(Stored items)

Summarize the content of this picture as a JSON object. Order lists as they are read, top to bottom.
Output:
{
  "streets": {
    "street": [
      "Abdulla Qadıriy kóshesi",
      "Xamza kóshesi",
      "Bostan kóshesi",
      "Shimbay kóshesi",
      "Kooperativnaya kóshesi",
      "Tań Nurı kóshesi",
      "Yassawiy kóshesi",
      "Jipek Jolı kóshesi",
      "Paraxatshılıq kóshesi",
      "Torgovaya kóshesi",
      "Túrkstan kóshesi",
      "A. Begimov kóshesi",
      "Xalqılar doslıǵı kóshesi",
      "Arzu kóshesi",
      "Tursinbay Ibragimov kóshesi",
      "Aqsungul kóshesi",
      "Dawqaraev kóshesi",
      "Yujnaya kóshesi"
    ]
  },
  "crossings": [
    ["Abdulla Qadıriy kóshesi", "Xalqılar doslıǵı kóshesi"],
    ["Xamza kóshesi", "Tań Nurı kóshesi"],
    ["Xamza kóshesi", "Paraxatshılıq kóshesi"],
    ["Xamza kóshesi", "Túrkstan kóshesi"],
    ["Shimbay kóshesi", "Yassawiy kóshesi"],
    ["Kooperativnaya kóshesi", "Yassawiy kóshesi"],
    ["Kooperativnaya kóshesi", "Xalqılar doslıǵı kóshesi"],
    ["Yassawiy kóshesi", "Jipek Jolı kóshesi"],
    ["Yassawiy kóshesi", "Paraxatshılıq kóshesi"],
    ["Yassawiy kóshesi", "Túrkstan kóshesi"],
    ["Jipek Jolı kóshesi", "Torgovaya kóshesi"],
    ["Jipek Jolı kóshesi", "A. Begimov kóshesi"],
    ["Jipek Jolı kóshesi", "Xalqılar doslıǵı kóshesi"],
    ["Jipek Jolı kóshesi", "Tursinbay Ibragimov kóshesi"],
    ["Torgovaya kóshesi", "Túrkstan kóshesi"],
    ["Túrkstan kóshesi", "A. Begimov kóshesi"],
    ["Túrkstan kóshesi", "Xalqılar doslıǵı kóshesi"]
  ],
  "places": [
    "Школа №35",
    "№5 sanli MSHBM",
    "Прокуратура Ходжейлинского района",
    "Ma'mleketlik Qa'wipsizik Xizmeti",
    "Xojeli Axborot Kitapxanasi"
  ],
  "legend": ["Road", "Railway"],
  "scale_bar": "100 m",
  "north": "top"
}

How to complete this task:
Wherever the string "Xamza" appears in the data above, copy the line it sits in.

Task output:
      "Xamza kóshesi",
    ["Xamza kóshesi", "Tań Nurı kóshesi"],
    ["Xamza kóshesi", "Paraxatshılıq kóshesi"],
    ["Xamza kóshesi", "Túrkstan kóshesi"],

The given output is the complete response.